EDUCAÇÃO E FISCALIZAÇÃO – O artigo destaca, ainda, que o Denatran contabilizou, em 2019, no Brasil, a aplicação de 329.796 multas decorrentes da não utilização de capacete pelo condutor e 219.989 pelo não uso de equipamentos pelo passageiro. Sobre o uso do celular enquanto dirigem, foram aplicadas penalidade a 505.673 motociclistas. Sendo que, de acordo com a literatura, a distração causada pelo uso do celular consiste em quatro tipos diferentes de atuação: visual, auditivo, físico e mental; com aumento do risco de colisão em estradas em quatro vezes durante a condução.
No que tange à distribuição geográfica dessas mortes e internações, as regiões Norte, Nordeste e Centro-Oeste se destacam. A situação no Norte/Nordeste preocupa ainda quando se examinam os dados do DPVAT, que mostram que em mais de 80% dos benefícios pagos, os beneficiários eram vítimas de acidentes de moto.

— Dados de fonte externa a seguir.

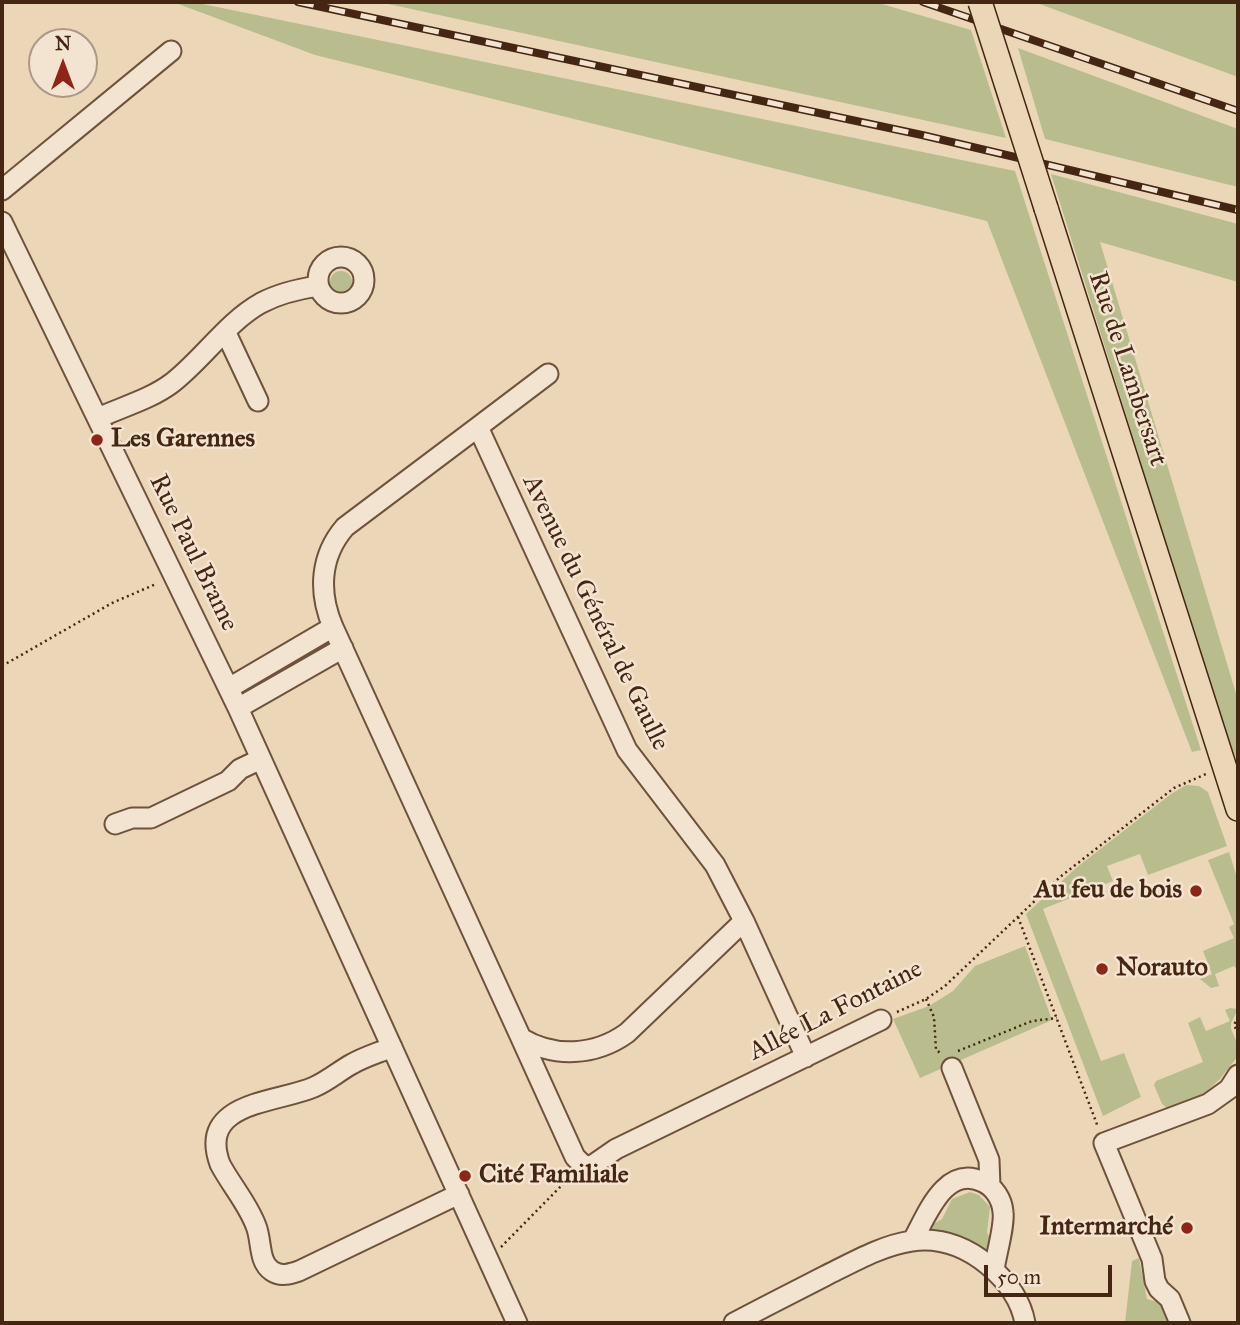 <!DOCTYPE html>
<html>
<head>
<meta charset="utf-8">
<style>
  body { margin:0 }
  #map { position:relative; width:1240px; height:1325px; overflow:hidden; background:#ebd6b8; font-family:"IM FELL Great Primer",serif }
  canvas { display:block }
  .frame { position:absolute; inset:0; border:4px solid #452613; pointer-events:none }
  .north { position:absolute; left:28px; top:28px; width:70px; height:70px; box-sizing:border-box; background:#f2e4d1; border:2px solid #ad9885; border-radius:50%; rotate:0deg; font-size:19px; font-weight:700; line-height:28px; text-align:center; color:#452613 }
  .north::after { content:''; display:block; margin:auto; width:24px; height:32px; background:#8f2418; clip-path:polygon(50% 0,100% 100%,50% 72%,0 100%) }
  .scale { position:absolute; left:984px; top:1265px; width:128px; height:32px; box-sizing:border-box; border:4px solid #452613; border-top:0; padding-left:9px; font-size:21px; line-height:24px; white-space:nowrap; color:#452613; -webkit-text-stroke:5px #f2e4d1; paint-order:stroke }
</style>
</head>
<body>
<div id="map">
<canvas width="1240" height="1325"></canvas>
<div class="frame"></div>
<div class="north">N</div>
<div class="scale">50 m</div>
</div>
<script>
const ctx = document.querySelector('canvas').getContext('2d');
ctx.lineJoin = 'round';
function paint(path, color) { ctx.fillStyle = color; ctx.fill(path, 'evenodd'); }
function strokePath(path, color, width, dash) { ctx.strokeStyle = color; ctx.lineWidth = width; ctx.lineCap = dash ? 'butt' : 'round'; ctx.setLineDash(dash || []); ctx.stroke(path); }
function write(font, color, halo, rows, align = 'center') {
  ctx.font = font + ' "IM FELL Great Primer",serif'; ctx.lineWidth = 5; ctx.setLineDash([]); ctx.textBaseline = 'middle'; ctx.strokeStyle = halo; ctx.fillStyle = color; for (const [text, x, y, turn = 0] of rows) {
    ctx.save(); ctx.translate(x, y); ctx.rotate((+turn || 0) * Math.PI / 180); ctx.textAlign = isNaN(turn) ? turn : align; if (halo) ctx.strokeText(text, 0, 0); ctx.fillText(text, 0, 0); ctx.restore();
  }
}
paint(new Path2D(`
  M173,2h20l822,169 186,579 -9,2 -205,-531 -672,-166z
  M379,2h496l96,28 35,108z
  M1034,2h204v75z
  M1018,48l220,81v58l-193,-48z
  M1051,174l187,50v58l-138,-40 138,458v62l-11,-23z
  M330 282a11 11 0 1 1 22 0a11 11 0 1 1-22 0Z
  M1186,785l13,1 9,6 19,54 -79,29 -8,-21 -33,12 6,15 -70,28 58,152 23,-8 17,44 -38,19 -77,-202 50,-46 95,-74z
  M1229,852l9,29v90l-4,-5 -19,8 4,12 -8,2 -11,-9 12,-5 -9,-23 31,-13 -5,-11 5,-3 -26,-64z
  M1025,946l27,74 -132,58 -27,-59 36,-13 24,-15 22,-25z
  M1230,1008l8,1 -7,14v6l7,16v11l-18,23 -18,17 -35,12 -5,-4 -8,-19 2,-4 47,-19 -15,-39 12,-6 6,14 24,-10 -5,-11z
  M970,1192l9,3 11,12 -3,26 5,7 -5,15 -58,-19 -2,-8 15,-9 10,-20z
  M1139,1258l8,41 15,4 8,20h-45l7,-62z`), '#b9bd8e');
const minor = new Path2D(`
  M2,190l169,-139
  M2,222l236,486 279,615
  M318 280a23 23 0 1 1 46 0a23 23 0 1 1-46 0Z
  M226,333l32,68
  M98,418c24,-11 53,-19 74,-35 31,-24 55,-61 89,-80 17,-9 37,-14 57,-17
  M478,427l149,323 88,115 29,56 -117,112c-32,23 -73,25 -106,5l-188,-411c-15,-35 -13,-71 12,-100z
  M478,427l70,-53
  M229,688l104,-61
  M238,708l105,-60
  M115,824l17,-6h19l77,-37 12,-12 21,-10
  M744,921l62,136
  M521,1038l54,119 7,7 8,3 26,-18 265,-129
  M392,1047c-14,6 -28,10 -40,17 -13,7 -24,17 -38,23 -36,16 -117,14 -94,77 11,21 28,40 36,62 6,14 2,36 16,45 9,6 18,3 27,0l160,-77
  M952,1068l37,92 1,26
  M913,1240c14,-25 32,-76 70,-58 11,5 19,17 20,30 2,13 -7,43 -9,58
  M734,1323c30,-16 60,-31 91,-47 56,-28 105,-59 163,-11 18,15 33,35 37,58
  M1180,1323l-10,-24 -11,-10 -4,-8 -3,-22 -48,-116 104,-39 21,-15 9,-14`);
const major = new Path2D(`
  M1046,208l192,601`);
strokePath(minor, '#6e523c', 23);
strokePath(major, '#452613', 26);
strokePath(new Path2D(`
  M2,666l110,-63 44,-19
  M1018,917l80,210
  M926,999l8,18 2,33 6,4
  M897,1012l29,-13 19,-13 115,-109 114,-89 32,-14
  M1238,1017l-4,8 4,8
  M958,1051l74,-30 25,-3
  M501,1247l69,-70`), '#452613', 2.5, [2, 3.5]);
strokePath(minor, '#f2e4d1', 19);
strokePath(major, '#ebd6b8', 23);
const rail = new Path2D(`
  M298,2l624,133 316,75
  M923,2l315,109`);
strokePath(rail, '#452613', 8);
strokePath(rail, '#f2e4d1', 5, [16]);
const majorBridge = new Path2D(`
  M980,2l66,206`);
strokePath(majorBridge, '#452613', 26, []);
strokePath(majorBridge, '#ebd6b8', 23);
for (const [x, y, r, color] of [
  [97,440,7,"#8f2418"],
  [1196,891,7,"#8f2418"],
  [1102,969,7,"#8f2418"],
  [465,1176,7,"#8f2418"],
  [1187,1228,7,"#8f2418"]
]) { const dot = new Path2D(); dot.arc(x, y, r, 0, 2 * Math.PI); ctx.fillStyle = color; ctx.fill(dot); strokePath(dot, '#f2e4d1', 2.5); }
write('26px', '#452613', '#f2e4d1', [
  ["Rue de Lambersart",1127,369,72],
  ["Rue Paul Brame",193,553,64],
  ["Avenue du Général de Gaulle",595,613,64],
  ["Allée La Fontaine",836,1011,-27]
]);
write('bold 26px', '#452613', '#f2e4d1', [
  ["Les Garennes",111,440],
  ["Au feu de bois",1182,891,"right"],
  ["Norauto",1116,969],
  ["Cité Familiale",479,1176],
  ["Intermarché",1173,1228,"right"]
], 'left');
</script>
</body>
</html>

Os pesquisadores concluem que, a partir dos dados coletados neste trabalho, o cenário grave demanda soluções urgentes. Eles entendem que, com mais informações, políticas públicas sejam postas em prática, a fim de que com fiscalização adequada, efetiva e constante, a meta de baixar esses números possa ser, finalmente, alcançada.
“Os dados levantados referentes à sinistros, internações e mortalidades são fundamentais para que o fluxo da tríade ‘problema-informação-ação’ seja efetivo. Isto é, que as ações postas em prática frente ao problema possam reverter em melhoria da saúde da população, uma vez que melhor informação leva sempre à maior qualidade na tomada de decisões”, analisa dr. Aquilla dos Anjos Couto.